Legislative Alert

House Letter Opposing FY 2018 Budget Proposal

Dear Representative:

On behalf of the AFL-CIO, I am writing to express our strong opposition to the FY 2018 budget resolution (H.Con. Res. 71), which is scheduled for floor consideration this week. H.Con. Res. 71 assumes $5.4 trillion in spending cuts over 10 years to pay for trillions of dollars in wasteful tax cuts for millionaires and big corporations.

The FY 2018 budget resolution would result in devastating cuts to Medicaid, Medicare, education, job training, federal employee pensions, nutritional assistance, and unemployment compensation, as well as repeal of the Dodd-Frank Wall Street reform law. It cuts $1.5 trillion from Medicaid and incorporates legislation to repeal the Affordable Care Act (ACA), which would cause 23 million people to lose health coverage by 2026 and result in inferior or more expensive health coverage for millions more people. It assumes $500 billion in cuts to Medicare and passage of legislation that ends Medicare’s guarantee of health coverage and raises the Medicare eligibility age to 67. H. Con. Res. 71 includes fast-track procedures to enact at least $203 billion in mandatory spending cuts likely to fall on low-income families, students struggling to afford college, seniors, and persons with disabilities.

The Republican FY 2018 budget resolution cuts non-defense spending by a total of $1.3 trillion over 10 years, threatening funding for education, job training, and other programs benefiting working people. These cuts would leave non-defense spending as a smaller share of the economy than at any time since before the Great Depression. Yet H. Con. Res. 71 provides for increasing defense spending by $72 billion in FY 2018 and $929 billion over 10 years, exceeding current law sequestration caps and setting up a budget showdown that leaves state and local governments in the lurch with considerable uncertainty over their funding.
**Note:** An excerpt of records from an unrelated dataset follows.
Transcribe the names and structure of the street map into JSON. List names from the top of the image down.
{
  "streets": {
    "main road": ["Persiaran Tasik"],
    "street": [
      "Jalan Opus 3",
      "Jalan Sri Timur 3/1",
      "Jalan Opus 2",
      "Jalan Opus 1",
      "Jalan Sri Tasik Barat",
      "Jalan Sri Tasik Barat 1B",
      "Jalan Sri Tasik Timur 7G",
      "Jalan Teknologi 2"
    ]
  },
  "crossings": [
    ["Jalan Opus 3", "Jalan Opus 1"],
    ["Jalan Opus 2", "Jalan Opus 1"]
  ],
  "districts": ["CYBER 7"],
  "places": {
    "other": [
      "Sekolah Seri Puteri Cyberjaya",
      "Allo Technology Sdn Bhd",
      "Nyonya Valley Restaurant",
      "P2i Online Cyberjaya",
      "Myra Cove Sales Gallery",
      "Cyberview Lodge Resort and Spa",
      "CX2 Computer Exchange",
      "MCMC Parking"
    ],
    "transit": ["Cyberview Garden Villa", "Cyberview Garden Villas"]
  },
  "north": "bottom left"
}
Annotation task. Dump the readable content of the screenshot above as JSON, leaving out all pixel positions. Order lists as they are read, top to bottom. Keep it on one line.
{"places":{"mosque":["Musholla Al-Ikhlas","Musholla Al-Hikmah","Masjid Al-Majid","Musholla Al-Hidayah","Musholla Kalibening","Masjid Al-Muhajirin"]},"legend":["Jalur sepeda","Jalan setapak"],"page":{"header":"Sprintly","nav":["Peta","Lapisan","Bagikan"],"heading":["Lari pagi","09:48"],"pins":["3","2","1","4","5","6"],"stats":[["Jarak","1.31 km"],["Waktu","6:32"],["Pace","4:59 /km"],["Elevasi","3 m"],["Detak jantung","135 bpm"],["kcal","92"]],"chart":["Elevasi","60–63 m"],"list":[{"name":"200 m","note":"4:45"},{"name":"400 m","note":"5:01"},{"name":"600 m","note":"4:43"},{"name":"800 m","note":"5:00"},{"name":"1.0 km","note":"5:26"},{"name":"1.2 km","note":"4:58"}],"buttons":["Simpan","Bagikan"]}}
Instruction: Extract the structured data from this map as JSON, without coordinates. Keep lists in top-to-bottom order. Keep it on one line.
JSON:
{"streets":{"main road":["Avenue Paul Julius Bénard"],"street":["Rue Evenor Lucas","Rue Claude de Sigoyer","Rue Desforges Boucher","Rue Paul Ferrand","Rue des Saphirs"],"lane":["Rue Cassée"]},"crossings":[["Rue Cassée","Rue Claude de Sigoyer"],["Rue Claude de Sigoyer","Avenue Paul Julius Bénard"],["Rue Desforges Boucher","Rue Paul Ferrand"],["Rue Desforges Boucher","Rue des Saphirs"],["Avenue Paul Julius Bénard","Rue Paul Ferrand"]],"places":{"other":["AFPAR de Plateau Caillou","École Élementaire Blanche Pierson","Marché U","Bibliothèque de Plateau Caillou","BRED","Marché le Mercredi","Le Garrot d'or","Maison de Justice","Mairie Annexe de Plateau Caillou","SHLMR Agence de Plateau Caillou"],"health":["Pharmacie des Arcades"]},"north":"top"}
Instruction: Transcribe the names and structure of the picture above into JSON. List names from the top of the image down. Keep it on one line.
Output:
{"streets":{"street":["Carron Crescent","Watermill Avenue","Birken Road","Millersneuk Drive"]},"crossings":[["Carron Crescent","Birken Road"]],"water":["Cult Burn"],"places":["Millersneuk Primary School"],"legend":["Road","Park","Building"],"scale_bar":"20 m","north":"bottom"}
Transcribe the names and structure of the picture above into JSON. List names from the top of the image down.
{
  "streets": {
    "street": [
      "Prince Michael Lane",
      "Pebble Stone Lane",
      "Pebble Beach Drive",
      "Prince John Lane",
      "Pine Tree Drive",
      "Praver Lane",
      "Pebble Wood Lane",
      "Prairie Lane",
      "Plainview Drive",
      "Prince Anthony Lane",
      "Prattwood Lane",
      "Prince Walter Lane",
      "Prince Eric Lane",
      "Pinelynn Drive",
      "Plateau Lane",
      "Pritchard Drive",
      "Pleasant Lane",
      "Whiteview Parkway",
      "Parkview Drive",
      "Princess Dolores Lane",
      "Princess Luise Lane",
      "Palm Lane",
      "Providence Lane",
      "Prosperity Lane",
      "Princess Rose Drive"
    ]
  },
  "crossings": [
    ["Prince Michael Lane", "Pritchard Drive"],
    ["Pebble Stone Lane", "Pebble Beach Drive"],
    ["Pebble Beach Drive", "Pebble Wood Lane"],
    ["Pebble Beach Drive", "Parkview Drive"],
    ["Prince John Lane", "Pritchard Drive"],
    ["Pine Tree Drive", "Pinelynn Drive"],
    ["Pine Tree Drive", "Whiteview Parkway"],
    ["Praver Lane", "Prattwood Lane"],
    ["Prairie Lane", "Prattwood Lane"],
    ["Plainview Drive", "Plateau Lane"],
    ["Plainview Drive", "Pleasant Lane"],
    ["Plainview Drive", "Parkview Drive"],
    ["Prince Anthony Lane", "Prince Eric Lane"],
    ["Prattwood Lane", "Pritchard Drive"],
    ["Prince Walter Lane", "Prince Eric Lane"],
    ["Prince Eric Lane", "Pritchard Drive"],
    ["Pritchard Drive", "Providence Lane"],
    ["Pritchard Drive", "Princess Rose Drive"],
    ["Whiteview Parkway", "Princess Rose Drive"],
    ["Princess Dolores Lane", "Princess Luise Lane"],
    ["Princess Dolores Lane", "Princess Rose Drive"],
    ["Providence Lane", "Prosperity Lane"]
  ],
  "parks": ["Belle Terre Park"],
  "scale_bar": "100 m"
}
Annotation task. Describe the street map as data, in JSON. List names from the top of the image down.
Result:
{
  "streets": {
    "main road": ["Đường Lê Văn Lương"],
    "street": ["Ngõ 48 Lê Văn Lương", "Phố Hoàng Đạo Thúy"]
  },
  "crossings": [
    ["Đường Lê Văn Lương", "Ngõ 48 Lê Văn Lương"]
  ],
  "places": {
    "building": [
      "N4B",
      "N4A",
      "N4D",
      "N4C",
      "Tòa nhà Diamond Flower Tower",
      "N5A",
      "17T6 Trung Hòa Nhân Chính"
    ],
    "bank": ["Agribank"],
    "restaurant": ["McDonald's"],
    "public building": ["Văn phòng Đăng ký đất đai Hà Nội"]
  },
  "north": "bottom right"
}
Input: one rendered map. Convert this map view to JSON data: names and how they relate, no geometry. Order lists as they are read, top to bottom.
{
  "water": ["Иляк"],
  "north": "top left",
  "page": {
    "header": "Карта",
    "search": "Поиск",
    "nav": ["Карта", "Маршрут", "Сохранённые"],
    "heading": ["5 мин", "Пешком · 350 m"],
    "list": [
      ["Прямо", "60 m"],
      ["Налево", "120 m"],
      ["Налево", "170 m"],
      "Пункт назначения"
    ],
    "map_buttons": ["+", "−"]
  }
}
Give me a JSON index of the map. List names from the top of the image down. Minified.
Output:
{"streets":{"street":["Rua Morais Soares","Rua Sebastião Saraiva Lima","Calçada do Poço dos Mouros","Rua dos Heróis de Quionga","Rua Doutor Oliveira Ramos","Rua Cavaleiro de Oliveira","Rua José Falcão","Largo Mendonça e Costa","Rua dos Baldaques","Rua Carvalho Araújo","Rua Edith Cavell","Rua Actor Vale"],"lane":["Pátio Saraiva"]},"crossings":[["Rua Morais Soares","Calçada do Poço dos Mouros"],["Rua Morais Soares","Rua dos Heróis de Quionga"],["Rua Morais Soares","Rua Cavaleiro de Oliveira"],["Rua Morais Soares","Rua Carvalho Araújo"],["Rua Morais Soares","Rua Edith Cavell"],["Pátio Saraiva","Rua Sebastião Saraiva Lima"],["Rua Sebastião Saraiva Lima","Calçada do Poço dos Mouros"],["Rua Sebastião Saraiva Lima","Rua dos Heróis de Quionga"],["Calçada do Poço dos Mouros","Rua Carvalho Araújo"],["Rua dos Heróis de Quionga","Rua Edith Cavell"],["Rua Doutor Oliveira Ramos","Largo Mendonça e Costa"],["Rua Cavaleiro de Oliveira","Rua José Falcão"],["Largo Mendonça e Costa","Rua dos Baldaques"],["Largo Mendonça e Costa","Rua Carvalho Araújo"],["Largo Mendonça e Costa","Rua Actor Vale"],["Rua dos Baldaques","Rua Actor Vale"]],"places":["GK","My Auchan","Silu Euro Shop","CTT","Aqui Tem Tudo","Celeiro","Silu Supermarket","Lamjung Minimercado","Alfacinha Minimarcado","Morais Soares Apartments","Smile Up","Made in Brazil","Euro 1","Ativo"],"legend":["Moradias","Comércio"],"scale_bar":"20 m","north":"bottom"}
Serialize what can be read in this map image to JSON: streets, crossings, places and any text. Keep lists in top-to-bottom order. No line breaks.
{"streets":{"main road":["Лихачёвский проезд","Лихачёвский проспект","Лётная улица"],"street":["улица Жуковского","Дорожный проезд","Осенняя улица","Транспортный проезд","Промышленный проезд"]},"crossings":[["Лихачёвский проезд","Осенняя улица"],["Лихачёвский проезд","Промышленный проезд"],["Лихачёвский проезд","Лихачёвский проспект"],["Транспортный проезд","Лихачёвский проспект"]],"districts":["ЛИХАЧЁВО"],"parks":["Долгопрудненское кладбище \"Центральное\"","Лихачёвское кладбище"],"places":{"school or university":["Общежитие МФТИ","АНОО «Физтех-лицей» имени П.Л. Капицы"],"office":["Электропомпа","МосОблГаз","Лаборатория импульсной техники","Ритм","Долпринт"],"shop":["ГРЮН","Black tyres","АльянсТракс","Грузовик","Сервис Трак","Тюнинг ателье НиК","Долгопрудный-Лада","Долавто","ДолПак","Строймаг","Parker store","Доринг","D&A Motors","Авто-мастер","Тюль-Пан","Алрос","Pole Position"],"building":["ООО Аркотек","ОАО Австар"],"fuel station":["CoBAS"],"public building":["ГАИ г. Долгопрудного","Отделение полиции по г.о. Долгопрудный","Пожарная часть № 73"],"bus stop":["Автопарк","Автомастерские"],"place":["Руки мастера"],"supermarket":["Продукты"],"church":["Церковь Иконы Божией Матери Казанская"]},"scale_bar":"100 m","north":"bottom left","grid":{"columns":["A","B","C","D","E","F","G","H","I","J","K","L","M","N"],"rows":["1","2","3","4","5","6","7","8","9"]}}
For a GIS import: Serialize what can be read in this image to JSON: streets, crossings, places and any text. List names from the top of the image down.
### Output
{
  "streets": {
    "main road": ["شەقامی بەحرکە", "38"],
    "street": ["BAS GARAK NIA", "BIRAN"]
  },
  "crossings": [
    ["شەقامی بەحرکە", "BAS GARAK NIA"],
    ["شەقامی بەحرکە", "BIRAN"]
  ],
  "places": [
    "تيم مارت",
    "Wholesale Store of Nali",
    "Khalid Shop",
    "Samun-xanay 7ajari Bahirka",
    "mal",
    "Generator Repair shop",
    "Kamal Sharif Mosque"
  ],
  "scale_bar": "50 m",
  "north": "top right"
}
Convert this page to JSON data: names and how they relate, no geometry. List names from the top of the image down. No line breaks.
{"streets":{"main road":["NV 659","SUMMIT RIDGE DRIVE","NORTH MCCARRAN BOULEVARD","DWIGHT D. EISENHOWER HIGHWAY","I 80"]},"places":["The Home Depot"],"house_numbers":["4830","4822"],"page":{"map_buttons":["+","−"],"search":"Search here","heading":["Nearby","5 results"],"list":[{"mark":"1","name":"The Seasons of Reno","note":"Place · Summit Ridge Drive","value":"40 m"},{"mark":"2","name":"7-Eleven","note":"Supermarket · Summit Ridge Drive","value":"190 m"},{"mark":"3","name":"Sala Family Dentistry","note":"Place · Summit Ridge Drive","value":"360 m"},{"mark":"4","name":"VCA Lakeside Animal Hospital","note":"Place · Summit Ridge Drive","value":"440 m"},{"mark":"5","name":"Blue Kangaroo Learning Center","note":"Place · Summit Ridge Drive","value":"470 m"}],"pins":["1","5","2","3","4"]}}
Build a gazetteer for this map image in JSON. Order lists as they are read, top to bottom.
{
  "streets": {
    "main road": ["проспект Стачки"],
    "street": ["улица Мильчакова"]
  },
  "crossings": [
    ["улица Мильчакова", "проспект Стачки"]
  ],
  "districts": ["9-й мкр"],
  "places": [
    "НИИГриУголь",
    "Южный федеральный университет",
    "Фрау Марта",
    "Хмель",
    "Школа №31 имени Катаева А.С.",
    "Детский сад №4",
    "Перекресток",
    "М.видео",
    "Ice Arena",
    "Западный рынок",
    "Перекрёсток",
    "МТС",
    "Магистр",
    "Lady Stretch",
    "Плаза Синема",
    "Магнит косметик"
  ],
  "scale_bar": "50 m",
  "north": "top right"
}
The FY 2018 budget resolution also includes fast-track reconciliation instructions that allow Republicans to push tax legislation through Congress without Democratic votes. Although a budget resolution does not dictate the details of subsequent tax legislation, Republican leaders recently unveiled a $2.4 trillion tax plan that overwhelmingly benefits millionaires and big corporations. When fully phased in, 80% of its benefits would go to the top 1%, and the top 0.1% would get an average annual tax cut of over $1 million. Yet nearly one third of households earning between $50,000 and $150,000 would see a tax increase.

The Republican tax plan includes a proposal that would allow multinational corporations to pay little to nothing in taxes on their offshore profits. This is called a “territorial tax system,” and it is an incredibly bad idea. Ending taxation of offshore profits would give corporations a tax incentive to send jobs overseas, lowering U.S. wages. It would also be a giant loophole for corporations to use accounting gimmicks to move their profits to offshore tax havens, resulting in the loss of billions of dollars in tax revenue.

In short, this budget would make working people pay the price for tax giveaways to millionaires and big corporations. We have seen this movie before. First comes the claim that tax cuts are targeted to the middle class. Then comes the promise that tax giveaways for millionaires and big corporations will “trickle down” to the rest of us. Then comes the promise that tax cuts will pay for themselves. Then it turns out, over and over again, that none of these things is true. Then the same people responsible for wasting trillions of dollars on tax giveaways for people who do not need them tell us that we have no choice but to cut Medicaid, Medicare, Social Security, education, job training, and infrastructure because the deficit is too high. There always seems to be plenty of money for millionaires and big corporations, but never enough to do anything for working people.

Working people should not be stuck with the bill for trillions of dollars in tax giveaways for millionaires and big corporations. We urge you to oppose H. Con. Res. 71 and consider instead more balanced and fair budget plans offered by Ranking Member Yarmuth, the Congressional Black Caucus, and the Progressive Caucus. At the same time, we urge Congress to reach a bipartisan agreement to lift sequestration caps and ensure parity between increases in non-defense and defense spending.